- Exercise requirements:
Search the material for "with" and copy each line in which it is found.

- Records shown:
>>>>
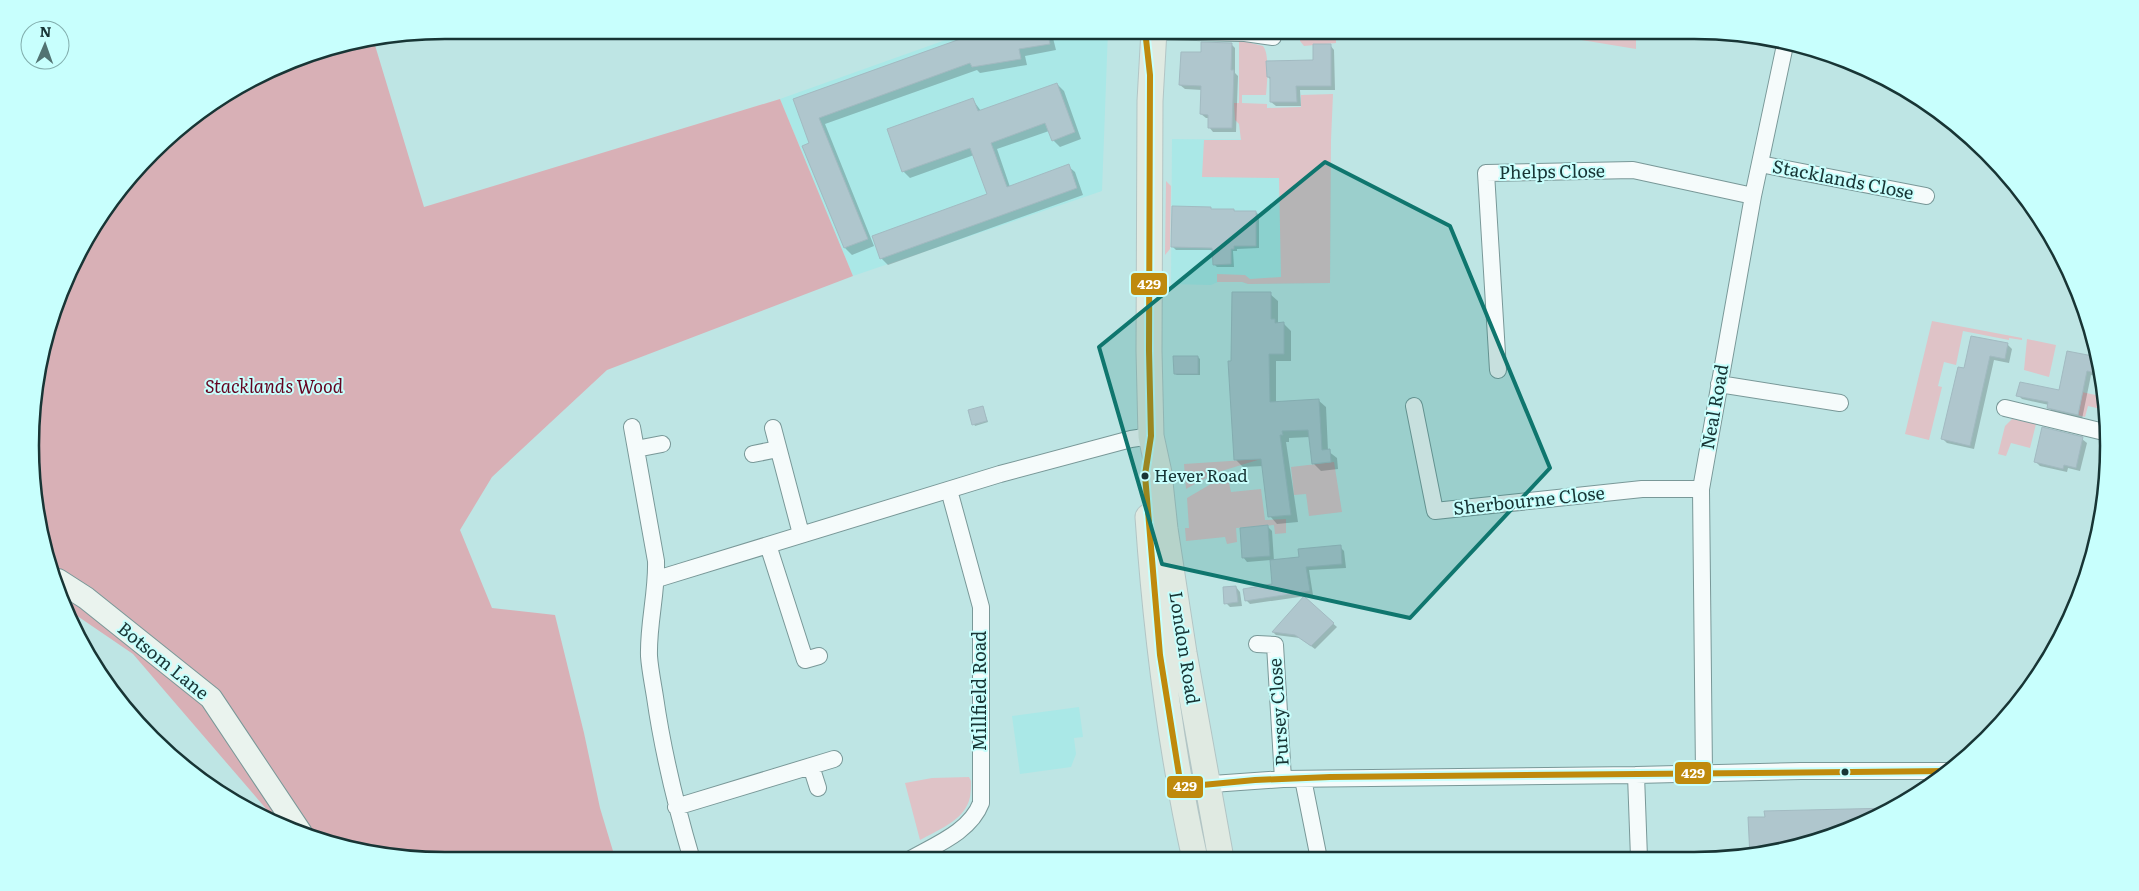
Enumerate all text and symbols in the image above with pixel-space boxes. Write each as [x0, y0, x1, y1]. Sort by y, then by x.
<<<<
>>>>
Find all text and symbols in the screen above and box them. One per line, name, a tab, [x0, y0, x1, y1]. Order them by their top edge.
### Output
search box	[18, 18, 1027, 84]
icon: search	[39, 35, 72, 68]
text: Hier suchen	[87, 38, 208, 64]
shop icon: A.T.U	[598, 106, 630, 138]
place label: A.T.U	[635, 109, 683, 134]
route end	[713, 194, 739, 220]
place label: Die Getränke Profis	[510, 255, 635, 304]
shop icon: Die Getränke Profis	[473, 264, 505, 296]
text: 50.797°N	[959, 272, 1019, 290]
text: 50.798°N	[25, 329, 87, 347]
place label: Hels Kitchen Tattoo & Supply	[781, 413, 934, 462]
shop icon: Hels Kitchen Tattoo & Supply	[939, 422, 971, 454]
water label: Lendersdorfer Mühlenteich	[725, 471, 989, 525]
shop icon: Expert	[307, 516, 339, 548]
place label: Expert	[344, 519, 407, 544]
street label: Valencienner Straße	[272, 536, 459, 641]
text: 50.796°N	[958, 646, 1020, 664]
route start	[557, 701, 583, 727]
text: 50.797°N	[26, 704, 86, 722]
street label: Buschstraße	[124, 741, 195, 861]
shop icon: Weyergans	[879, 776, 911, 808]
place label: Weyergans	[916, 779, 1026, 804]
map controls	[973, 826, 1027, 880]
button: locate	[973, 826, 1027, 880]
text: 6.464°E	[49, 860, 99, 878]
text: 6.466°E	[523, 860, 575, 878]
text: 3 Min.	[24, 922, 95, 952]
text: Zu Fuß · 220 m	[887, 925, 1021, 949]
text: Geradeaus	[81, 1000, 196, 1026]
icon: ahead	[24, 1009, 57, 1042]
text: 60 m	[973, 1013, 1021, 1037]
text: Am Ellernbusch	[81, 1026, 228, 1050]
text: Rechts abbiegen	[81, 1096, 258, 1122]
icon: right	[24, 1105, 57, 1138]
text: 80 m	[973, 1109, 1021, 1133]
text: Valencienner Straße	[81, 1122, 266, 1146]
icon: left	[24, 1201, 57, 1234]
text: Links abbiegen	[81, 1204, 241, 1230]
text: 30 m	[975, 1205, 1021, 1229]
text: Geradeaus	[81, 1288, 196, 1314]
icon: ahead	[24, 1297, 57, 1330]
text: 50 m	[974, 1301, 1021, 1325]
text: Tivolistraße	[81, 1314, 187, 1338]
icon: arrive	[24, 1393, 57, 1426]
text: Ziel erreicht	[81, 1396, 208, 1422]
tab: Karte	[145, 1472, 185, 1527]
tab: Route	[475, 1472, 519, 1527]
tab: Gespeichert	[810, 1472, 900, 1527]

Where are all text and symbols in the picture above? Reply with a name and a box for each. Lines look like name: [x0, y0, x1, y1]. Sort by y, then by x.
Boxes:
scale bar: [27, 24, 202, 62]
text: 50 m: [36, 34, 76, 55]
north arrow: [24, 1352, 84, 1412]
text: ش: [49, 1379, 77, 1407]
<<<<
- Answer section:
Enumerate all text and symbols in the image above with pixel-space boxes. Write each as [x0, y0, x1, y1]. Sort by y, then by x.
Where are all text and symbols in the picture above? Reply with a name and a box for each. Lines look like name: [x0, y0, x1, y1]. Sort by y, then by x.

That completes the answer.